# Records for the task:
::::

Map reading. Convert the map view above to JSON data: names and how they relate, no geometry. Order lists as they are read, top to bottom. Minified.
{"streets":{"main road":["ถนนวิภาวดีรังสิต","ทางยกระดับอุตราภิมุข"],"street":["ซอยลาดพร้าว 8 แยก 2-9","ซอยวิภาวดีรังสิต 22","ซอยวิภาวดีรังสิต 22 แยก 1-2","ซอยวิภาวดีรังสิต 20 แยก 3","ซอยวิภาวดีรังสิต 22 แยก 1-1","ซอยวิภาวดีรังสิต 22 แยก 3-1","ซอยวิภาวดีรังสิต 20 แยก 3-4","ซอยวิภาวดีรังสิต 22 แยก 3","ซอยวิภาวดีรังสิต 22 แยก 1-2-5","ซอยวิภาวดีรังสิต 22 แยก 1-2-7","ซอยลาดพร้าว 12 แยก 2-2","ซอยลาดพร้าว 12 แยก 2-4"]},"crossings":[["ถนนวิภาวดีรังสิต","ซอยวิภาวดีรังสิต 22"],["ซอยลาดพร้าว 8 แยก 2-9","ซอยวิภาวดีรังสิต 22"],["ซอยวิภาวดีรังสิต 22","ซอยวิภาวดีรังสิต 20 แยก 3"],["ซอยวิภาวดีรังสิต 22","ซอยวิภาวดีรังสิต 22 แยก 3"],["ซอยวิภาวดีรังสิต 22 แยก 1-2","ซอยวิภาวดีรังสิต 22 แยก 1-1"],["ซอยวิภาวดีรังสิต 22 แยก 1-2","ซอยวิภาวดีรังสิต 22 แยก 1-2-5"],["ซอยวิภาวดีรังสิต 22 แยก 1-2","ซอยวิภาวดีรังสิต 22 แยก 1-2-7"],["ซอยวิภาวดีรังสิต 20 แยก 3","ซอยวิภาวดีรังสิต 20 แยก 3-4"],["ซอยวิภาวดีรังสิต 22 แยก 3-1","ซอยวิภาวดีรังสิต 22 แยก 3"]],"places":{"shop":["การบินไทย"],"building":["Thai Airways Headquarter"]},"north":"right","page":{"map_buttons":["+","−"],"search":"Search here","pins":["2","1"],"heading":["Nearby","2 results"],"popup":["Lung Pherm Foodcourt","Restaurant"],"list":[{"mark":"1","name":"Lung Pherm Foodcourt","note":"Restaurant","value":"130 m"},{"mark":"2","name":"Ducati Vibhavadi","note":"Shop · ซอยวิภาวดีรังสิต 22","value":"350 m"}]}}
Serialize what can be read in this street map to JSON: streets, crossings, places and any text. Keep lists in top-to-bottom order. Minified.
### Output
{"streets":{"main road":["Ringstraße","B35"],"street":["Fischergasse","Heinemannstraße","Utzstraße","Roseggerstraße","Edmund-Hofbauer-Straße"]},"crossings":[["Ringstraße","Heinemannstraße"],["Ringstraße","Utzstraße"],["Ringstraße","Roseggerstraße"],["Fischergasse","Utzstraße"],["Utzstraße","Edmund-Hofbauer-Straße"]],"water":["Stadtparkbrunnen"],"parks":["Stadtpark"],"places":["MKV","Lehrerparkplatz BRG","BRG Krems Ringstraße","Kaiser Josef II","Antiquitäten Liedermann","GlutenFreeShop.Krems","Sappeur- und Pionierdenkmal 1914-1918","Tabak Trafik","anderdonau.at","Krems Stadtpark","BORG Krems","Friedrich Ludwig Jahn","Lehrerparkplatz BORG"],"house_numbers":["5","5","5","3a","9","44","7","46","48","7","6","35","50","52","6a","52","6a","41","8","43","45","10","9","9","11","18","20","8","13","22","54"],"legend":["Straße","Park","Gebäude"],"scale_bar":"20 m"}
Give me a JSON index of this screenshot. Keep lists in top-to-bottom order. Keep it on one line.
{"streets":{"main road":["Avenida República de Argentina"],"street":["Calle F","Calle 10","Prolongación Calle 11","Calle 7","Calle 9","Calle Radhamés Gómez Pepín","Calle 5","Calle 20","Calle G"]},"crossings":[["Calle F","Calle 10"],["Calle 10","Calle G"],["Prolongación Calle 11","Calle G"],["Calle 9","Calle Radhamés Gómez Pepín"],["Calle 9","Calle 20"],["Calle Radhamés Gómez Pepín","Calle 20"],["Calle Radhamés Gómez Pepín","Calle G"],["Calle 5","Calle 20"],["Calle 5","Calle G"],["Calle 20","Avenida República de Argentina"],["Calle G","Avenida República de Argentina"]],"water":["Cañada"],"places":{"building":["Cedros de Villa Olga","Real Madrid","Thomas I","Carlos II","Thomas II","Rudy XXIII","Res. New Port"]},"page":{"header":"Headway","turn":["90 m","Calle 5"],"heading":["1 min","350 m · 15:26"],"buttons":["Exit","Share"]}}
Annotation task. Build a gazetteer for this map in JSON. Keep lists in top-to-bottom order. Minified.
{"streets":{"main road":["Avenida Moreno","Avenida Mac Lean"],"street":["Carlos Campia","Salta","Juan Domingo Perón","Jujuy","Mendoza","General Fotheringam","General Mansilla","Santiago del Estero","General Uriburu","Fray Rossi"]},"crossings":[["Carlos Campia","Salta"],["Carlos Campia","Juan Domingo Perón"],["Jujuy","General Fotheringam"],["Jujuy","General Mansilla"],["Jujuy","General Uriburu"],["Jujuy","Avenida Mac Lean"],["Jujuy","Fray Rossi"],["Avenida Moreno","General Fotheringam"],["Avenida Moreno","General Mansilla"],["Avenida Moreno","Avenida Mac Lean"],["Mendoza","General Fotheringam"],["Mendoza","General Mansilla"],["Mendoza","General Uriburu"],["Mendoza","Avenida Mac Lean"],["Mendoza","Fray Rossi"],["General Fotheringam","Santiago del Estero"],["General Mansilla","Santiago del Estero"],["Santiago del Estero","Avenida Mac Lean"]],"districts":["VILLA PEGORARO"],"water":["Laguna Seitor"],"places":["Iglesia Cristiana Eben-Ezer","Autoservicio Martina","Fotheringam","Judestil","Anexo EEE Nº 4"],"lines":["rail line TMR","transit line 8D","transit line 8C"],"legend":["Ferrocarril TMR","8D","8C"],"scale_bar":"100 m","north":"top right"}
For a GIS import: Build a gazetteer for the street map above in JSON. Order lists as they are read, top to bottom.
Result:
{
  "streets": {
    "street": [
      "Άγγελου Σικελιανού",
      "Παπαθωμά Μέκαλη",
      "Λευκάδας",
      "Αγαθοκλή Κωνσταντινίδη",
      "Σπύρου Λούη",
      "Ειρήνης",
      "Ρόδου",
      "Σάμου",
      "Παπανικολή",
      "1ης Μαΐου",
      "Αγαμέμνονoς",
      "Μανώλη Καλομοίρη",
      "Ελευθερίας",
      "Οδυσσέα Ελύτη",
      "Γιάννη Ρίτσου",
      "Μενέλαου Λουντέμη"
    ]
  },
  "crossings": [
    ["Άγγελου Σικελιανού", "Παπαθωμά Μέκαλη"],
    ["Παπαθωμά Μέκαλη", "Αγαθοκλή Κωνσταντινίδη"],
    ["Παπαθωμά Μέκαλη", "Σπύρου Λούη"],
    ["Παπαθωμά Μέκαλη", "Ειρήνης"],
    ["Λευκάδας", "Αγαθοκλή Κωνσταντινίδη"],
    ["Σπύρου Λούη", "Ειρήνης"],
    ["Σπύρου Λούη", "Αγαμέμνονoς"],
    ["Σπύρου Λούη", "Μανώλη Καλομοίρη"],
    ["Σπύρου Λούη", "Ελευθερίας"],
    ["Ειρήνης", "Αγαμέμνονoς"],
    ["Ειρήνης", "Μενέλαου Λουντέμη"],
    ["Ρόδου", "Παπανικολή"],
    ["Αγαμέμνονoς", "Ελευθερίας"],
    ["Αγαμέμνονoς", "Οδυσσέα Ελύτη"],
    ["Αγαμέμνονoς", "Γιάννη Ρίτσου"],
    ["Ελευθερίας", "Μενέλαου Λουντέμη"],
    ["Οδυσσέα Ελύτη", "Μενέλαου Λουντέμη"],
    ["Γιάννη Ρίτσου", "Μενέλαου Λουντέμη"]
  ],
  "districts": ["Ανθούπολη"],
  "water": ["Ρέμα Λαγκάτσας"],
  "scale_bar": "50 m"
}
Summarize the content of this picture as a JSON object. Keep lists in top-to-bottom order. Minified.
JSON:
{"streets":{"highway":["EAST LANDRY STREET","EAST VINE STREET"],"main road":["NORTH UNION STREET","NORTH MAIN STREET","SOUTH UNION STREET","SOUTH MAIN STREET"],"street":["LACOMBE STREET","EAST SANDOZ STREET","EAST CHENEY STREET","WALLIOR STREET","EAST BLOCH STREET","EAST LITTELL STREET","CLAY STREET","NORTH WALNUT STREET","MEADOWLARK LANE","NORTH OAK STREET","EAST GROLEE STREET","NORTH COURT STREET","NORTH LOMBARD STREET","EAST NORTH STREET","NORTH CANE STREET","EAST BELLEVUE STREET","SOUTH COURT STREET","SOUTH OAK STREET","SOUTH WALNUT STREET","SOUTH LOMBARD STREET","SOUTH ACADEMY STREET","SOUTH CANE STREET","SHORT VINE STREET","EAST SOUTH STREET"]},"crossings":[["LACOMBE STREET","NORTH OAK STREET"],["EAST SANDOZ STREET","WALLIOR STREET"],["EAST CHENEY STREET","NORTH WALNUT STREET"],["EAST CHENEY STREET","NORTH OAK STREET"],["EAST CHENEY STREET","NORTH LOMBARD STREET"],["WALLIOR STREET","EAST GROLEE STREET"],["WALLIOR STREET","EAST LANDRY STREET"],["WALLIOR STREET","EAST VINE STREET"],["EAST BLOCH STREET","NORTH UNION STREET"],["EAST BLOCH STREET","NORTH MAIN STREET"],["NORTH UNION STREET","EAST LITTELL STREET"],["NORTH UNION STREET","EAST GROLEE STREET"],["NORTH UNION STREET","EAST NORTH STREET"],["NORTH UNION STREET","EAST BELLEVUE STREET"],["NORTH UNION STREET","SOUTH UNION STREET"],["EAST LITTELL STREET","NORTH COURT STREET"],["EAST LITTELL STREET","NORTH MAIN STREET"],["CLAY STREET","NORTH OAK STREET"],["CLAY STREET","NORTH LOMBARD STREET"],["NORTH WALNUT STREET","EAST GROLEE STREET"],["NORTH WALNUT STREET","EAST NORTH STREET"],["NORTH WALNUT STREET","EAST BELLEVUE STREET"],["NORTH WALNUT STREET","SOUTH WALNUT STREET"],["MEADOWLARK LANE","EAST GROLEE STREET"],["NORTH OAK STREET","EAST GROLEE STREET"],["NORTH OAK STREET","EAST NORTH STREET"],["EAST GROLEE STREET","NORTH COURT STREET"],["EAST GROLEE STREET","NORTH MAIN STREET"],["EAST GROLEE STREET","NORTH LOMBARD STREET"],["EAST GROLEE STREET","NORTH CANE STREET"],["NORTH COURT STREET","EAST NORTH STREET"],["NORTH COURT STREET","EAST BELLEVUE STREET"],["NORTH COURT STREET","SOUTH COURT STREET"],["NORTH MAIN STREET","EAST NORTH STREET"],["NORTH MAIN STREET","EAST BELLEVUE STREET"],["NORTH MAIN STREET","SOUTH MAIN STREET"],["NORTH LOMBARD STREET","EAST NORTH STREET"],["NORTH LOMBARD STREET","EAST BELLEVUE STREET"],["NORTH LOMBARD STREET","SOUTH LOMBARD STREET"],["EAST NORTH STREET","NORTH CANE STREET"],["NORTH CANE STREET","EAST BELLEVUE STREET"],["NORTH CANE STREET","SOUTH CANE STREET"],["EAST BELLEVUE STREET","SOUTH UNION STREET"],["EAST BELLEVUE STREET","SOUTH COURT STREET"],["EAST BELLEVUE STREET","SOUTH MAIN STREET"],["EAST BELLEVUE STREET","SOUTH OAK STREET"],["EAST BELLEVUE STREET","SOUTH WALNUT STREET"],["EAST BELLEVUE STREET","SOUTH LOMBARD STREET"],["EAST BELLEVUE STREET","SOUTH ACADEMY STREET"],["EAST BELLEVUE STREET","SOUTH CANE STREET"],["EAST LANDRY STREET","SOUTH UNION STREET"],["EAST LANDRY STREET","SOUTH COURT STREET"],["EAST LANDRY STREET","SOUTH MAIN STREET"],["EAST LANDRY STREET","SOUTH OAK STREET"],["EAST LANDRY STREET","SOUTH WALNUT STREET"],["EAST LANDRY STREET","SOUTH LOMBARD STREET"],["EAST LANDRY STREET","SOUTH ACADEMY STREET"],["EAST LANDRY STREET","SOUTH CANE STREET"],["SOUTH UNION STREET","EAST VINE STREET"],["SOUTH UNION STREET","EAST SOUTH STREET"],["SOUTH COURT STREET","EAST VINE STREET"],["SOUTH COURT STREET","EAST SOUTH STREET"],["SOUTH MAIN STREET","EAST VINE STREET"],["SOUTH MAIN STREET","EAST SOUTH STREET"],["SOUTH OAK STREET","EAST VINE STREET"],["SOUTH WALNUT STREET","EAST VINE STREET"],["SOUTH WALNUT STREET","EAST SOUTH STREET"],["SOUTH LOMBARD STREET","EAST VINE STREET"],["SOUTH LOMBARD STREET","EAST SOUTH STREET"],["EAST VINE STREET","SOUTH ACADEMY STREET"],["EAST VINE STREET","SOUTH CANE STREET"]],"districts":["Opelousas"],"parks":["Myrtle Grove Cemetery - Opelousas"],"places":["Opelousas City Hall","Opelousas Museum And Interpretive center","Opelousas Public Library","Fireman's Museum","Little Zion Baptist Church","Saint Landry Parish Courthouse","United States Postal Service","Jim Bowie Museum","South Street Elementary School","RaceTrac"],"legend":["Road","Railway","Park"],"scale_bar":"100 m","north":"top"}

::::

# About this task:
Within the data, how many lines hold the word "Ρίτσου"? State the number alone.

# Your response:
3